Scott Dixon may have saved his season with a memorable drive in the REV Group Grand Prix at Road America, recovering from a first-lap incident that dropped him to last and charging through the field to finish fifth.
The reigning and five-time NTT IndyCar Series champion started 12th and was in the frantic mid-pack mix on the opening lap when he drifted wide, the right side of his No. 9 Chip Ganassi Racing Honda brushing over the curbing as the field rushed into Turn 5.
Attempting to reposition a decent turn-in angle, Dixon was tagged from behind by Ryan Hunter-Reay’s Andretti Autosport Honda, and he spun into the runoff area.
The rest of the field went past as Dixon gathered himself and whipped his Honda around to rejoin the fight –- roughly 10 seconds behind and last among the 23 drivers.
At that moment, the biggest benefit for Dixon was the fact he was one of only five drivers to start the 55-lap race on the preferred primary (black sidewall) tires. Pushing hard, he made rapid progress through the ranks — 13th by Lap 10; closing on the top 10 when, on Lap 15, his crew switched the 45-time Indy car race winner over to a set of alternate (red sidewall) tires.

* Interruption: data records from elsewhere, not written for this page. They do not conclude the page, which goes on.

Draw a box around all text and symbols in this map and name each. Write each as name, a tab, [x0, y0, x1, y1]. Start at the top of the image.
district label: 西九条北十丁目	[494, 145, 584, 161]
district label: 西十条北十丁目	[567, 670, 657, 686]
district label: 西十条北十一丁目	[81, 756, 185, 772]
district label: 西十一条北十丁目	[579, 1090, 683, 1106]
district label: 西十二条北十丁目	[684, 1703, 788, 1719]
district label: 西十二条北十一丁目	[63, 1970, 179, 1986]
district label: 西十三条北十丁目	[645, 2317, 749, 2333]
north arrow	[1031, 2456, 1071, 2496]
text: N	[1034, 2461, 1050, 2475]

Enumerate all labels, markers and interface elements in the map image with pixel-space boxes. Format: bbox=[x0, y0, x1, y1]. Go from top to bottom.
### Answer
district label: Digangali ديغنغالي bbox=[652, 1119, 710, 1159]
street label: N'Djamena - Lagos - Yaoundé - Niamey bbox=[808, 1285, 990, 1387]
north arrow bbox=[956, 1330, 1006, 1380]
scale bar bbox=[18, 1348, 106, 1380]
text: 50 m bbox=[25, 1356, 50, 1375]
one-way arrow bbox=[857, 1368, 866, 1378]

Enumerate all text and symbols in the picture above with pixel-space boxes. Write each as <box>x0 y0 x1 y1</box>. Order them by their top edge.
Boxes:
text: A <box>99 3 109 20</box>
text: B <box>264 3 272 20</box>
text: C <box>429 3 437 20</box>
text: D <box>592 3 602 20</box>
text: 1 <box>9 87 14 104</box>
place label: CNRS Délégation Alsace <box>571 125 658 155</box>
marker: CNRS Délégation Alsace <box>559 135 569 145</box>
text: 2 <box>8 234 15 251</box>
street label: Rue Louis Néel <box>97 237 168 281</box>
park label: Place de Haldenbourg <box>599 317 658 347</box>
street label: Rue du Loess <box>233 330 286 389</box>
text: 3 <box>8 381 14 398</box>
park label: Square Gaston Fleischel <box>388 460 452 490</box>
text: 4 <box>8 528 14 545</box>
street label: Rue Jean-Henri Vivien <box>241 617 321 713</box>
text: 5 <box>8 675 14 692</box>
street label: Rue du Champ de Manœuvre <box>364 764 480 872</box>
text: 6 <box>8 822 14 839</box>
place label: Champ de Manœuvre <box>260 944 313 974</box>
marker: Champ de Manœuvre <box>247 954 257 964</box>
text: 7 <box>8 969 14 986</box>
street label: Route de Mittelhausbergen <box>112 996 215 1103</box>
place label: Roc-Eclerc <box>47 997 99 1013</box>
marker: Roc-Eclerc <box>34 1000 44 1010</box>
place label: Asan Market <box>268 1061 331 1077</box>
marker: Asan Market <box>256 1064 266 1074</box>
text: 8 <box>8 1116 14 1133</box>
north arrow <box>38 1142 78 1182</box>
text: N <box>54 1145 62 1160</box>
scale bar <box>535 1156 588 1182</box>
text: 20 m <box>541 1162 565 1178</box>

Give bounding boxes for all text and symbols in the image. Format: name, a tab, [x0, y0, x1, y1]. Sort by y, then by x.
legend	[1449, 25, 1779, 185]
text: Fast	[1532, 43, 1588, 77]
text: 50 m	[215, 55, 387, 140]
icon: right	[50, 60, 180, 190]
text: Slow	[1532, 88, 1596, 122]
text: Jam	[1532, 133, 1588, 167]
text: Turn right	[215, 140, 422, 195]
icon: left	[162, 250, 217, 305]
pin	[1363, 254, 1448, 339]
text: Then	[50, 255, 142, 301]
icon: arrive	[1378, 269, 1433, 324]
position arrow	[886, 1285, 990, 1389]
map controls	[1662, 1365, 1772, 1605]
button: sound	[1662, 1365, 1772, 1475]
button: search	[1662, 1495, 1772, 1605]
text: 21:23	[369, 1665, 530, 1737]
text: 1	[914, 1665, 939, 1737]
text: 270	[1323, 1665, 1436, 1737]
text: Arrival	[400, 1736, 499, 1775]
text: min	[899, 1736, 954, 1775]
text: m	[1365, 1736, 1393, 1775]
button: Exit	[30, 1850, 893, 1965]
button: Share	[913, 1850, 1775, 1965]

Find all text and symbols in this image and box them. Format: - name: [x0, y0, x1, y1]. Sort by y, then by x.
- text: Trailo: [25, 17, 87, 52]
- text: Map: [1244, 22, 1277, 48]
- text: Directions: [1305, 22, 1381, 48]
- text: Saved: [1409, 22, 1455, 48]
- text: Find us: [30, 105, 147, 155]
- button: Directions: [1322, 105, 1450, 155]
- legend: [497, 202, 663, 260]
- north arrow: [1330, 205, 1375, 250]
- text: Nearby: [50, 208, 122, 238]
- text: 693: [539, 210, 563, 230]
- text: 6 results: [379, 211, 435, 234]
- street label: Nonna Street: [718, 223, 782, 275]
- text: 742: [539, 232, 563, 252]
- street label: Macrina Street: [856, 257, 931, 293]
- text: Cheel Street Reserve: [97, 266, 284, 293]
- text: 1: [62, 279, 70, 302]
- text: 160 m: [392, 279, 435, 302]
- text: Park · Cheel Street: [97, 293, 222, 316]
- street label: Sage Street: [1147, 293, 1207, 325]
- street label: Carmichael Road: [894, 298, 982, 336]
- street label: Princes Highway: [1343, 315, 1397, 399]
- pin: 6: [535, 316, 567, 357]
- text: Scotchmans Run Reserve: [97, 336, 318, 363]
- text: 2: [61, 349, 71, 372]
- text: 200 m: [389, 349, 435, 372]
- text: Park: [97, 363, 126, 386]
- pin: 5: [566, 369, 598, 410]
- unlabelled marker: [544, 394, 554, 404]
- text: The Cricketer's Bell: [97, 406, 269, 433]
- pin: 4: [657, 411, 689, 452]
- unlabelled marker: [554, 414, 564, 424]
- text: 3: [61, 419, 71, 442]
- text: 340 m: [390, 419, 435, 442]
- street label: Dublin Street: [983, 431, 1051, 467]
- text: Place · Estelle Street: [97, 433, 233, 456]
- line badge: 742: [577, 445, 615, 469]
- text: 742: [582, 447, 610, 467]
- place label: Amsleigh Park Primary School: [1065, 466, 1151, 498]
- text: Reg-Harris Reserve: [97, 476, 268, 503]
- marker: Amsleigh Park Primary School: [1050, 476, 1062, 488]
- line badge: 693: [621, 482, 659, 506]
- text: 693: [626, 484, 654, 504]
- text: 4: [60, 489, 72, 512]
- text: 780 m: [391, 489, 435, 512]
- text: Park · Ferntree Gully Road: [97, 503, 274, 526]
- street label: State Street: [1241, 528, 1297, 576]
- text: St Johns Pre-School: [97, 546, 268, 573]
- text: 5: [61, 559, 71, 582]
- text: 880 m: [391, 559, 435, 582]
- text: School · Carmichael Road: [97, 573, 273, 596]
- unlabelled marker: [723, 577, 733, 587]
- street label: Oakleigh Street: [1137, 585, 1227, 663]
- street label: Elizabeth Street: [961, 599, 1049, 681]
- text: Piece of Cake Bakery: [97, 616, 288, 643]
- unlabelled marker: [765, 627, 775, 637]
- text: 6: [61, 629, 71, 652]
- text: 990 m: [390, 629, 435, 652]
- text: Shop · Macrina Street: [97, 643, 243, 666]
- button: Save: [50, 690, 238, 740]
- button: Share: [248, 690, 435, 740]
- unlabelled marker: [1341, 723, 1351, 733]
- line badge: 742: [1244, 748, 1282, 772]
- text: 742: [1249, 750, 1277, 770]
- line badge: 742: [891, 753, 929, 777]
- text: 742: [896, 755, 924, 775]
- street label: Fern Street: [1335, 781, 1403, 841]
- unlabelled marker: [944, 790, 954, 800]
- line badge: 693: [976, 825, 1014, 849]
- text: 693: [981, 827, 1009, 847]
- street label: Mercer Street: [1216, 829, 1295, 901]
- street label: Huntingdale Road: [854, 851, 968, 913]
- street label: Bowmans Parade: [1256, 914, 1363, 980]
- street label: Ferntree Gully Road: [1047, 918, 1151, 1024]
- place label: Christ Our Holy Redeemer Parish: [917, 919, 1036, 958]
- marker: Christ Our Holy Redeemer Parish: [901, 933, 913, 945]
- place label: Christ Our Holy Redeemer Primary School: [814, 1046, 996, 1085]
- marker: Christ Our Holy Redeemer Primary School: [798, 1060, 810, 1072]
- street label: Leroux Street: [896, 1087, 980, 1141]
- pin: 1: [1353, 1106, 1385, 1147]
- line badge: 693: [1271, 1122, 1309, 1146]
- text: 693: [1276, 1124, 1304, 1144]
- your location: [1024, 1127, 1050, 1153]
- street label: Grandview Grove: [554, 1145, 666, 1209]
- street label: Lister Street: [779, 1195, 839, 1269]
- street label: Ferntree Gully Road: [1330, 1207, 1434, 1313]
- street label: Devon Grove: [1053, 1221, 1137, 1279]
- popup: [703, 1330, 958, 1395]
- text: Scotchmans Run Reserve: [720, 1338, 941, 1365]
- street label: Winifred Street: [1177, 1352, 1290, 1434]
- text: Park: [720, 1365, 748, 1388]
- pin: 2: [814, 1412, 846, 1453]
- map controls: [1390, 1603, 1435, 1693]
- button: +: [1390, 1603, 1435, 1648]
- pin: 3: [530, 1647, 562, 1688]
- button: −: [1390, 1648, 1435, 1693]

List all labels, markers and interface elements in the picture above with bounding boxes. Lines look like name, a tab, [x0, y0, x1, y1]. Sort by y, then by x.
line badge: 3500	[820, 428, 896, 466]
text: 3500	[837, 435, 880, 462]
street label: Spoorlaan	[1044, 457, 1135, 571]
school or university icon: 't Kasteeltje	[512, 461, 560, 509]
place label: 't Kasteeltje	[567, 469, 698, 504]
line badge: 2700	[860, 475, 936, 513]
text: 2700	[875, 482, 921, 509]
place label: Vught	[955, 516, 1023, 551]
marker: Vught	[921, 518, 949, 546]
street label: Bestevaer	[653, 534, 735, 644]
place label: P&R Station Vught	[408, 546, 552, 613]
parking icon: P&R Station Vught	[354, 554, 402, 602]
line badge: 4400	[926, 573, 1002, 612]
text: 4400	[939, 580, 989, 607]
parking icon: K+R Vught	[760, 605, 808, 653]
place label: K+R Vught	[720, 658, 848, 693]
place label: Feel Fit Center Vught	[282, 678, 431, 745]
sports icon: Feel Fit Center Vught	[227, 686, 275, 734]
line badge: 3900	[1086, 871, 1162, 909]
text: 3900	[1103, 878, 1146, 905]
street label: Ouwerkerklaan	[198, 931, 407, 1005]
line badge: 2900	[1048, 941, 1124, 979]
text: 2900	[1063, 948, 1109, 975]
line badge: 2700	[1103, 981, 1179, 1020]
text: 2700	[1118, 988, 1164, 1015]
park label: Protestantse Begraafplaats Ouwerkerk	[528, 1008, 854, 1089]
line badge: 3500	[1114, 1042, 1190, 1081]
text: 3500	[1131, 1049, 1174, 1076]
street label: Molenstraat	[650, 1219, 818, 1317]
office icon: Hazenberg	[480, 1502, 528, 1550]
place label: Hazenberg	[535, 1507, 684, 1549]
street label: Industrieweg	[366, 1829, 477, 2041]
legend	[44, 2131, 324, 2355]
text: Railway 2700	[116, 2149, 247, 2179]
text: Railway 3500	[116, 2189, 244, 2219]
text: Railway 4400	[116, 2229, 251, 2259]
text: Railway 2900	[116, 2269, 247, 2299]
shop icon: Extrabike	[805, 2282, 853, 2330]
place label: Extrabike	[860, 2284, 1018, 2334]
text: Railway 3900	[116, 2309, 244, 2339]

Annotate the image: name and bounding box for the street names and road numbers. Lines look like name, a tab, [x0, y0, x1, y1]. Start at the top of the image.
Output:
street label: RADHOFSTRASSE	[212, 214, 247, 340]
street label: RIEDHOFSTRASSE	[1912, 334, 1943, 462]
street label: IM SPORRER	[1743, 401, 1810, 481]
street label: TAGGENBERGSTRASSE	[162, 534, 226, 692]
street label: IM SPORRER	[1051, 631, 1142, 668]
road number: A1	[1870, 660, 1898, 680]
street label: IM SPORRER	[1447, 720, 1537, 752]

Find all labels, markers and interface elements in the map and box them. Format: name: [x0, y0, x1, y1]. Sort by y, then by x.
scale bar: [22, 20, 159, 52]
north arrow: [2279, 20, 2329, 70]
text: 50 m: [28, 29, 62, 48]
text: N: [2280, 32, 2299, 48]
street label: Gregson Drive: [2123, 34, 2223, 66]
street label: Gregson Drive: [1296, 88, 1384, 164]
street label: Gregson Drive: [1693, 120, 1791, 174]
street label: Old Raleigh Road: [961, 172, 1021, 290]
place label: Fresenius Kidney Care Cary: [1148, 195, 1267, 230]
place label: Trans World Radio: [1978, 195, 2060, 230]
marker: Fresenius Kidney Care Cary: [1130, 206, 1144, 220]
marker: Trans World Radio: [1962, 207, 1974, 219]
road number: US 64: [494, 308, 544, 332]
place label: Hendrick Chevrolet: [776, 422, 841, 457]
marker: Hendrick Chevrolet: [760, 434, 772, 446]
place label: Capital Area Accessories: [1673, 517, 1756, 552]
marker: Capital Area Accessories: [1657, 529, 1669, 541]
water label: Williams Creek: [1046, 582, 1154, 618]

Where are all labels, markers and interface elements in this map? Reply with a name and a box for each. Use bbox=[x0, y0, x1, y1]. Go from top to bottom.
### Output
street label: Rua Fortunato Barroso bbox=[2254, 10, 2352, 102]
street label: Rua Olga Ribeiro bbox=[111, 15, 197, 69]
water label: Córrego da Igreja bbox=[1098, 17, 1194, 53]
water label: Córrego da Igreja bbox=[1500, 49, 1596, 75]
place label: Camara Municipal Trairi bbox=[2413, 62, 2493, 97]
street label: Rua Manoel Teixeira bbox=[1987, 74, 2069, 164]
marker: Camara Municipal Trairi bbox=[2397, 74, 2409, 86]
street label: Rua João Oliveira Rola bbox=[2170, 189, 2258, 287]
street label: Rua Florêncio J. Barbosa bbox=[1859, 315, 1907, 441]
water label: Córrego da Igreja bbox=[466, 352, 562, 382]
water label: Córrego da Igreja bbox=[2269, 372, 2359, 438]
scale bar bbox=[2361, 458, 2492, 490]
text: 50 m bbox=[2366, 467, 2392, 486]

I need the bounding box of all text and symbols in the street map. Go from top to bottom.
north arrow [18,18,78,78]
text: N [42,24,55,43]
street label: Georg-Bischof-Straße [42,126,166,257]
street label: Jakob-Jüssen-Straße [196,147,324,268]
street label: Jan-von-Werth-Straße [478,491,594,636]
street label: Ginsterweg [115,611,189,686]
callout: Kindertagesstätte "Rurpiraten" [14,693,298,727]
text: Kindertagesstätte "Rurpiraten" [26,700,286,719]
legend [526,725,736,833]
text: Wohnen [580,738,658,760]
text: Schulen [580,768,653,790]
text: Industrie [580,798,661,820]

It then became a track position game where in-laps and out-laps were critical, combined with being on the preferred tire strategy. It all played into Dixon’s favor as he took on scuffed primary tires on the last two pit stops – Lap 27 and 41 – and began making real inroads into the top 10.
On Lap 53, Dixon was in seventh and running down James Hinchcliffe’s No. 5 Arrow Schmidt Peterson Motorsports Honda. Both were gaining on rookie pole-sitter Colton Herta, holding fifth but struggling with pace on the alternates.
Dixon stormed past Hinchcliffe on the following lap, then made quick work of Herta’s fading No. 88 Harding Steinbrenner Racing Honda.
In all, Dixon accumulated a race-high 18 passes en route to his sixth top-five finish of the season.
“We were almost 10 seconds behind the field, and we had to try and catch up,” he said after the grueling effort. “It’s racing, man. You get into these issues where you get the accordion effect. Got tapped from behind, spun us around and we tried to make the best of the day, to be honest — and a fifth place was pretty good.
“Luckily, we’re at a track where you can use the strategy a little bit and you can pass if you’ve got a fast car.”
Dixon currently sits fourth in the championship standings with 308 points, 94 behind leader Josef Newgarden (Team Penske) and 87 behind race winner Alexander Rossi (Andretti Autosport).
“I think we’re at a point in the season where we need to make a run, and when the two leaders are taking all the points, it makes it hard to close the gap. So it’s frustrating,” Dixon added. “We’ve really got nothing to lose. When I went around Marco [Andretti] in [Turn] 13 — something like that I would usually have waited a lap or at least the next corner. But we’ve got nothing to lose right now. It’s kind of a fun way to race.
“We’re 94 points back. It’s kind of a fun way to race. We’ve been this far back in previous championships and come close or won. The top two, Josef and Rossi, are definitely doing a fantastic job, and credit to them.”
The IndyCar stewards were called on multiple occasions to investigate several tough, hard-nosed, on-track incidents, including the opening-lap collision involving Hunter-Reay and Dixon. No penalties were issued.
“As long as it stays that way,” said Dixon. “I think for us all, all we try to do is make sure we know how we can race. I asked specifically at the driver’s meeting if we can do what Rossi did last year, where he got on the corner and just ran the other guy (Graham Rahal) off (in Turn 5). And they said it was fine, so I guess it’s pretty much have at it.”